* Work to complete *
Skip the pictures. Give all the data again exactly.
------ Given records
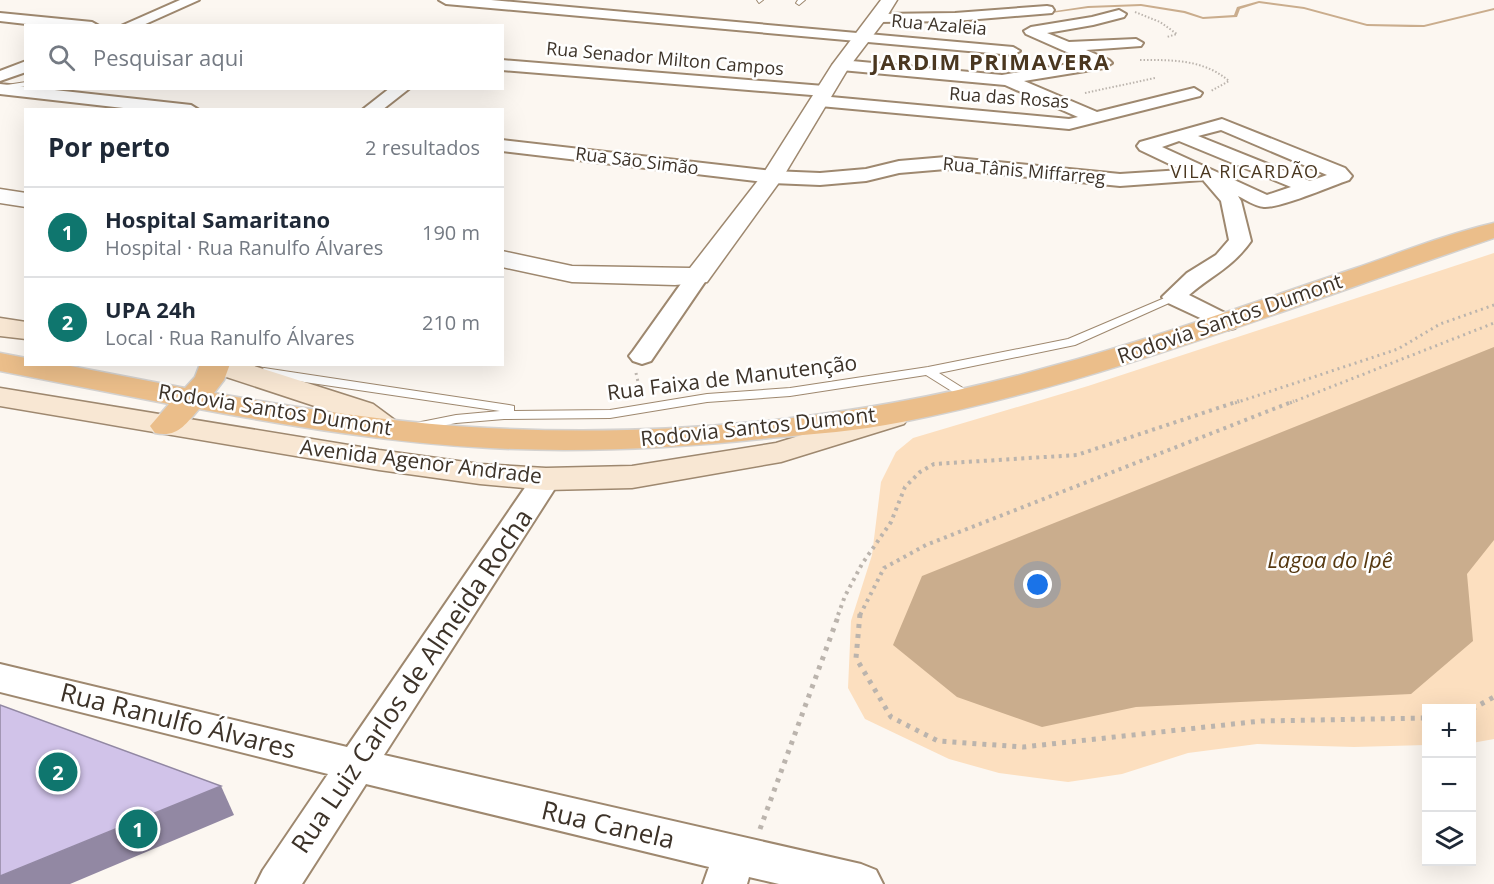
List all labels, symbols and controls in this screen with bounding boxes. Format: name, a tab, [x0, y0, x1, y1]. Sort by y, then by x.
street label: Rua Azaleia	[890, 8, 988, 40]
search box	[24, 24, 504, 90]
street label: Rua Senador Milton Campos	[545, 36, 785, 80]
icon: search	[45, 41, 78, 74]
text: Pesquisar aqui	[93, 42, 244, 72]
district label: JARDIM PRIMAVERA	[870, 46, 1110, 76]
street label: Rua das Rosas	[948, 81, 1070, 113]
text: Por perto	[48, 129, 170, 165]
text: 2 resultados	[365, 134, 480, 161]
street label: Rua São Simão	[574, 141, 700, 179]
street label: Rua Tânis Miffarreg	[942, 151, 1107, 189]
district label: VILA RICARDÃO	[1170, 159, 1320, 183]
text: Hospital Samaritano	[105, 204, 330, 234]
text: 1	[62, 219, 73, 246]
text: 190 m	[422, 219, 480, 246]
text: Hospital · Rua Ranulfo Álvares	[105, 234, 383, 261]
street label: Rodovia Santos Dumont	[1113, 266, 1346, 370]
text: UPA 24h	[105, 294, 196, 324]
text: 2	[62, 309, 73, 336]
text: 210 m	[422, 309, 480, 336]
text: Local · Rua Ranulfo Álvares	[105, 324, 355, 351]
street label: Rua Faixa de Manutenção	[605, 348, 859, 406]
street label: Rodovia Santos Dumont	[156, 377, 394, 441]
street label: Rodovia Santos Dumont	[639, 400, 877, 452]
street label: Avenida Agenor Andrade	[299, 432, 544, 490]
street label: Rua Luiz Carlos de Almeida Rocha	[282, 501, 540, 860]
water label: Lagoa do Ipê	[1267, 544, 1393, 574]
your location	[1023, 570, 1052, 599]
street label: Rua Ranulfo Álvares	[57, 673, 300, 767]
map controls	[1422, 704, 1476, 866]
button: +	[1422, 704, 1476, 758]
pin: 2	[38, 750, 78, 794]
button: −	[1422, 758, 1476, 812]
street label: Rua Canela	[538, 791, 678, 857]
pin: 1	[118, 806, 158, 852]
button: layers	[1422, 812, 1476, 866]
------------
* Your response *
List all labels, symbols and controls in this screen with bounding boxes. Format: name, a tab, [x0, y0, x1, y1]. Sort by y, then by x.
street label: Rua Azaleia	[890, 8, 988, 40]
search box	[24, 24, 504, 90]
street label: Rua Senador Milton Campos	[545, 36, 785, 80]
icon: search	[45, 41, 78, 74]
text: Pesquisar aqui	[93, 42, 244, 72]
district label: JARDIM PRIMAVERA	[870, 46, 1110, 76]
street label: Rua das Rosas	[948, 81, 1070, 113]
text: Por perto	[48, 129, 170, 165]
text: 2 resultados	[365, 134, 480, 161]
street label: Rua São Simão	[574, 141, 700, 179]
street label: Rua Tânis Miffarreg	[942, 151, 1107, 189]
district label: VILA RICARDÃO	[1170, 159, 1320, 183]
text: Hospital Samaritano	[105, 204, 330, 234]
text: 1	[62, 219, 73, 246]
text: 190 m	[422, 219, 480, 246]
text: Hospital · Rua Ranulfo Álvares	[105, 234, 383, 261]
street label: Rodovia Santos Dumont	[1113, 266, 1346, 370]
text: UPA 24h	[105, 294, 196, 324]
text: 2	[62, 309, 73, 336]
text: 210 m	[422, 309, 480, 336]
text: Local · Rua Ranulfo Álvares	[105, 324, 355, 351]
street label: Rua Faixa de Manutenção	[605, 348, 859, 406]
street label: Rodovia Santos Dumont	[156, 377, 394, 441]
street label: Rodovia Santos Dumont	[639, 400, 877, 452]
street label: Avenida Agenor Andrade	[299, 432, 544, 490]
street label: Rua Luiz Carlos de Almeida Rocha	[282, 501, 540, 860]
water label: Lagoa do Ipê	[1267, 544, 1393, 574]
your location	[1023, 570, 1052, 599]
street label: Rua Ranulfo Álvares	[57, 673, 300, 767]
map controls	[1422, 704, 1476, 866]
button: +	[1422, 704, 1476, 758]
pin: 2	[38, 750, 78, 794]
button: −	[1422, 758, 1476, 812]
street label: Rua Canela	[538, 791, 678, 857]
pin: 1	[118, 806, 158, 852]
button: layers	[1422, 812, 1476, 866]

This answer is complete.